The government-built AI supercomputer in Pune, AIRAWAT, has a symbolic significance that is difficult to ignore. 656 GPUs in total. Clusters larger than fifteen times that size are used by Meta and Microsoft to train their models. India is not a generation behind. It is an order of magnitude behind.
Recalibrating where India can realistically hold ground in the supply chain appears to be the main goal of the rethink. One such location is chip design; although they primarily work for Intel, AMD, and Nvidia, about a fifth of the world’s chip designers reside in Bengaluru, Hyderabad, and Noida. Another is system integration. Given India’s land, power, and Chandra-level talent pool, data centers make up a third. The most ambitious objective—and perhaps the wrong one to pursue—remains the manufacturing of the GPU itself, which every minister frequently brings up in speeches.

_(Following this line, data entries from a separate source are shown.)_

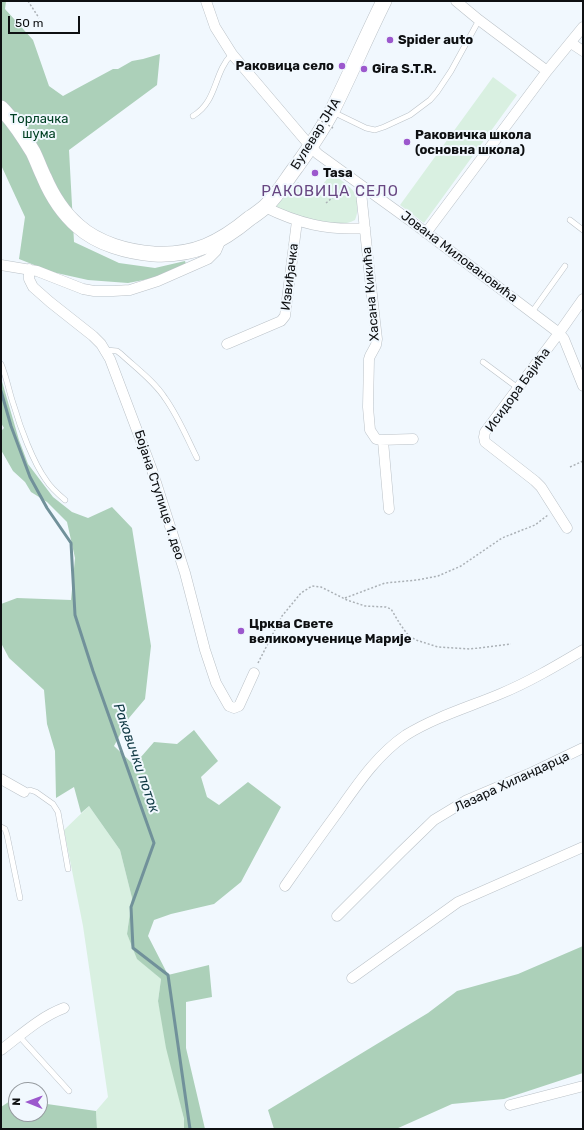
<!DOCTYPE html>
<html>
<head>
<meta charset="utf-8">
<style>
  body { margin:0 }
  #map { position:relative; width:584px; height:1130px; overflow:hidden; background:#f1f8fe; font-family:Rubik,sans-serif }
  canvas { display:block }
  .frame { position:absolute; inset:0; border:2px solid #0e1012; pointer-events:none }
  .north { position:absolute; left:8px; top:1082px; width:40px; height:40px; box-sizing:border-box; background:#f1f8fe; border:1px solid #969ba0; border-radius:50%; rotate:271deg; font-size:11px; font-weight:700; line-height:16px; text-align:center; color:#0e1012 }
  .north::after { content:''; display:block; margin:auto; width:14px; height:18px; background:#9c58cd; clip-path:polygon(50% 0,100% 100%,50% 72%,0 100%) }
  .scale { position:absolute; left:8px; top:16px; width:72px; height:18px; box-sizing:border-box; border:2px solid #0e1012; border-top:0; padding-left:5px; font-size:12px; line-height:14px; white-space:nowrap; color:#0e1012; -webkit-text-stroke:3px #f1f8fe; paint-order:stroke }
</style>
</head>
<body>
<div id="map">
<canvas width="584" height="1130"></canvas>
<div class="frame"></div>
<div class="north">N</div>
<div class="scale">50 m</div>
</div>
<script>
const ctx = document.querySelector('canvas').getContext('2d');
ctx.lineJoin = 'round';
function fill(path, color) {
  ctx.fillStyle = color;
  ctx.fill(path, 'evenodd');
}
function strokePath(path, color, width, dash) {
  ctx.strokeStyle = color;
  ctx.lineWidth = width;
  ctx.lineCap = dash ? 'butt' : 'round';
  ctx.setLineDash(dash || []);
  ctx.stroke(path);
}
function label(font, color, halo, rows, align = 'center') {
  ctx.font = font + ' Rubik,sans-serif';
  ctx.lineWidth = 4;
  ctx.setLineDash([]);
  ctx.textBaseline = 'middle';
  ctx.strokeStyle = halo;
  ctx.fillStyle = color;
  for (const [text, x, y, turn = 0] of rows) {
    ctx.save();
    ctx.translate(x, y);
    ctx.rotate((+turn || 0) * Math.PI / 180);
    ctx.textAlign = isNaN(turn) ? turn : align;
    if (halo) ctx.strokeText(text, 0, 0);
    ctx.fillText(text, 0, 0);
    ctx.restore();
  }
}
const green = new Path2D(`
  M493,77L517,95L424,223L400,205Z
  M332,173C337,177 351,187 354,192C358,200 359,211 355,220C336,231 295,216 275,207L298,182L314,195Z
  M89,806L120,850L132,898L127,934L138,959L161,979L158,1001L184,1120V1129H97L96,1111L108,1097L83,926L64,830Z`);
const forest = new Path2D(`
  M1,1H6L5,9L33,40L49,86L63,96L113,69H118L132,61L143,59L160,54L157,85L69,150L74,242L119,263L155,268L185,261L186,264L154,278L128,283L88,280L52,272L19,259L25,217L1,165Z
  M1,378L19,440L28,464L53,497L72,512L88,518L112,507L132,528L151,646L145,699L129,718L114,746L134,765L154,742L177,744L194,730L218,761L201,777L207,797L219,805L248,782L281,807L241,882L214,904L171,914L154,920L148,936L168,975L209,965L212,997L186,1002V1048L205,1129H184V1119L166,1048L158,1001L161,979L137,959L127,934L132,898L120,850L89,806L81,813L74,787L56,798L55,751L47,724L44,690L9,658L1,643V604L17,598L71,600L75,558L67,522L47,502L31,492L25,482L13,471L1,450V431L4,428L1,423Z
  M583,946V1073L504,1099L452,1104L396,1129H274L268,1110L428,1013L457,991L518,974Z
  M13,1099L16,1100V1114H40V1103L96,1111L97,1129H1V1107Z`);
const stream = new Path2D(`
  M1,391L11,426L30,477L47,508L71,543L75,615L93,671L154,843L131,907L133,948L168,975L190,1129`);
const path = new Path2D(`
  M28,1L39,18
  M326,203L346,186
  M570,467L583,461
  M345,598L385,583L417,580L438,576L461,566L502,538L535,525L548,515
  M258,663L282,616L301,593L312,586L321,587L347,600L365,606L386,607L391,609L400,624L408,635L416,640L438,647L470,649L511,644`);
const lane = new Path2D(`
  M333,112L366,128L375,130L384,127L410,115L430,100L437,92L451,71L479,20
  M193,116C218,101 213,73 232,54
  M570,220L583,230
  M532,312L565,266
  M106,350L117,351L121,354C136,368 154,381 165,398C178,416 187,438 197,458
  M483,362L518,388
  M1,364C7,378 9,392 14,406C20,427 33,462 46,480C51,488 58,494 65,500
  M24,792L30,790L36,792L53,804L58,812L68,869
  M1,827L5,829L7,835L20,898
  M19,1036L69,1091`);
const street = new Path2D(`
  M206,1L215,27L232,54L311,147L318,154L412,222L559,333L564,339L583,386
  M456,1L479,20L547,71
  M571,43L583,51
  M363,187L361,192L370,278L377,339L376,345L370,356L369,359L368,407L370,430L376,439L380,440L413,439
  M265,207C297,223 328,231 365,228
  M426,233L547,71L583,27
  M1,265L37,271L83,289L94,291H113L130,290L158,281L208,259L216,251L219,244V241
  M29,269V279L33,287L50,302L93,336L101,344L110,359L152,470L185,573L205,650L216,683L229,706L234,708L239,706L254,673
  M227,344L281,321L285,316L297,221
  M383,441L389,509
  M567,528L541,487L535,481L485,442L484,437L485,432L559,333L583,299
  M1,779L24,792
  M285,886C303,860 321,835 340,809C359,782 378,754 406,735C435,717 469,707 500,694C529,682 556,666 583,650
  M337,916L401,852L434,820L467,800L533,772L583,748
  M352,978L458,902L583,847
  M1,1050C21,1035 40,1017 64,1008
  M510,1105L583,1086`);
const secondary = new Path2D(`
  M1,108C14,121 24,137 33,152C37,160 40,169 44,177C52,196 63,213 78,226C98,244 128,252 154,254C194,256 220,243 250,218C255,215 260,211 265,207C277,196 286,180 296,167C309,149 322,130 332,111C350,75 366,37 384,1`);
const pathBridge = new Path2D(`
  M318,119L333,128`);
const markers = [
  [390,40,4,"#9c58cd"],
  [342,66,4,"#9c58cd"],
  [364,69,4,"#9c58cd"],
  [407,142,4,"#9c58cd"],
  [315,173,4,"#9c58cd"],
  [241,631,4,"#9c58cd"]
];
const poiNames = [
  ["Spider auto",398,40],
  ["Раковица село",334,66,"right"],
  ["Gira S.T.R.",372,69],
  ["Раковичка школа",415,135],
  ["(основна школа)",415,150],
  ["Tasa",323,173],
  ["Црква Свете",249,624],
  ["великомученице Марије",249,639]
];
const parkNames = [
  ["Торлачка",39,119],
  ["шума",39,134]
];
const streetNames = [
  ["Булевар ЈНА",316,134,-58],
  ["Јована Миловановића",459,257,37],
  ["Извиђачка",290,277,-83],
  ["Хасана Кикића",371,294,-95],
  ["Исидора Бајића",518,390,-54],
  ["Бојана Ступице 1. део",159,495,72],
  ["Лазара Хиландарца",512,782,-25]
];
const waterNames = [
  ["Раковички поток",136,758,71]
];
const quarterNames = [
  ["РАКОВИЦА СЕЛО",330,192]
];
fill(green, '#d9f0e1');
fill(forest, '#acd0b9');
strokePath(stream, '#71919a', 3);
strokePath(lane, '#bac1c7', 6);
strokePath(street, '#bac1c7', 11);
strokePath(secondary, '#bac1c7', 16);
strokePath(path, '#abb1b6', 1.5, [2, 2]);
strokePath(lane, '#fff', 5);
strokePath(street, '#fff', 10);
strokePath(secondary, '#fff', 15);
strokePath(pathBridge, '#abb1b6', 1.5, [2, 2]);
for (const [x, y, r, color] of markers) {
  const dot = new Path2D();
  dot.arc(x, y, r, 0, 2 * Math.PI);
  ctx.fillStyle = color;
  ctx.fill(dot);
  strokePath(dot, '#f1f8fe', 1.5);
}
label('bold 13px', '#0e1012', '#f1f8fe', poiNames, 'left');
label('13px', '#004023', '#f1f8fe', parkNames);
label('13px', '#0e1012', '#f1f8fe', streetNames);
label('italic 14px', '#0e3742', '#f1f8fe', waterNames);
ctx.letterSpacing = '1px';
label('15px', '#674681', '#f1f8fe', quarterNames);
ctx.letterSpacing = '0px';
</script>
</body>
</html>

The implication is more difficult to understand for global supply chains. India can become a useful middle node, where Nvidia silicon is assembled, racked, cooled, and rented out to half of South and Southeast Asia, if it shifts its incentives toward AI servers and design IP rather than legacy chip fabs. In the context of Modi’s speeches, that is not leadership. However, it’s also not nothing. It appears that investors are more interested in the plumbing than the model. Ten months later and a few billion dollars wiser, India may be adopting that perspective.
Whether the updated PLI will be bold or just more organized is still up in the air. In the upcoming weeks, stakeholder consultations are planned. Until then, the nation continues to build data centers faster than the grid can keep up, purchase GPUs that it did not budget for, and wait to see what level of sovereignty it can truly afford.